**PROBLEM**
Give the data again in full. Keep every line the same.

Collected data entries:

******************************

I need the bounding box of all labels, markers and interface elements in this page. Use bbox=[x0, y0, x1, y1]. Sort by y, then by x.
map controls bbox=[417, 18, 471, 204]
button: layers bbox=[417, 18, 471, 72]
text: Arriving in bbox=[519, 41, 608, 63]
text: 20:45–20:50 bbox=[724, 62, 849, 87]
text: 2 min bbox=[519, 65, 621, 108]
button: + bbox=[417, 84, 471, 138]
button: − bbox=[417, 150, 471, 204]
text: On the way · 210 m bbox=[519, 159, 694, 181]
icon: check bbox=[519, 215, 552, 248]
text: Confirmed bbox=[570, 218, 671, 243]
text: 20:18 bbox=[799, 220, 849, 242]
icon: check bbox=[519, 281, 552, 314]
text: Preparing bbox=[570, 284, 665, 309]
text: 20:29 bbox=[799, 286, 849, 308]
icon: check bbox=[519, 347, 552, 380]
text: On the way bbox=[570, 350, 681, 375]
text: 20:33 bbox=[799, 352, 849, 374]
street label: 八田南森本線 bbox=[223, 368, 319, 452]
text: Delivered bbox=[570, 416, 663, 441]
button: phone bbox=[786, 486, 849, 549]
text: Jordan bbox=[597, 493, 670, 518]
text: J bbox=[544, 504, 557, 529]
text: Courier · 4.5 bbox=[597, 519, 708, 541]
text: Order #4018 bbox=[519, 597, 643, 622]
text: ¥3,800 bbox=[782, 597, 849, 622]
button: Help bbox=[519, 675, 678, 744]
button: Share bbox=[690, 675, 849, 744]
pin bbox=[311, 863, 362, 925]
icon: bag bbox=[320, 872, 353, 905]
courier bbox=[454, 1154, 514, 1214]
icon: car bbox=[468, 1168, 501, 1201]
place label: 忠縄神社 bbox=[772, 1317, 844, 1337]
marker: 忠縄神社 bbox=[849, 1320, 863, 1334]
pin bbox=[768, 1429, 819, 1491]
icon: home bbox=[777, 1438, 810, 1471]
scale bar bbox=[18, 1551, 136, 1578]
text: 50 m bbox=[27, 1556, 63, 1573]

******************************

**EXERCISE RESULT**
I need the bounding box of all labels, markers and interface elements in this page. Use bbox=[x0, y0, x1, y1]. Sort by y, then by x.
map controls bbox=[417, 18, 471, 204]
button: layers bbox=[417, 18, 471, 72]
text: Arriving in bbox=[519, 41, 608, 63]
text: 20:45–20:50 bbox=[724, 62, 849, 87]
text: 2 min bbox=[519, 65, 621, 108]
button: + bbox=[417, 84, 471, 138]
button: − bbox=[417, 150, 471, 204]
text: On the way · 210 m bbox=[519, 159, 694, 181]
icon: check bbox=[519, 215, 552, 248]
text: Confirmed bbox=[570, 218, 671, 243]
text: 20:18 bbox=[799, 220, 849, 242]
icon: check bbox=[519, 281, 552, 314]
text: Preparing bbox=[570, 284, 665, 309]
text: 20:29 bbox=[799, 286, 849, 308]
icon: check bbox=[519, 347, 552, 380]
text: On the way bbox=[570, 350, 681, 375]
text: 20:33 bbox=[799, 352, 849, 374]
street label: 八田南森本線 bbox=[223, 368, 319, 452]
text: Delivered bbox=[570, 416, 663, 441]
button: phone bbox=[786, 486, 849, 549]
text: Jordan bbox=[597, 493, 670, 518]
text: J bbox=[544, 504, 557, 529]
text: Courier · 4.5 bbox=[597, 519, 708, 541]
text: Order #4018 bbox=[519, 597, 643, 622]
text: ¥3,800 bbox=[782, 597, 849, 622]
button: Help bbox=[519, 675, 678, 744]
button: Share bbox=[690, 675, 849, 744]
pin bbox=[311, 863, 362, 925]
icon: bag bbox=[320, 872, 353, 905]
courier bbox=[454, 1154, 514, 1214]
icon: car bbox=[468, 1168, 501, 1201]
place label: 忠縄神社 bbox=[772, 1317, 844, 1337]
marker: 忠縄神社 bbox=[849, 1320, 863, 1334]
pin bbox=[768, 1429, 819, 1491]
icon: home bbox=[777, 1438, 810, 1471]
scale bar bbox=[18, 1551, 136, 1578]
text: 50 m bbox=[27, 1556, 63, 1573]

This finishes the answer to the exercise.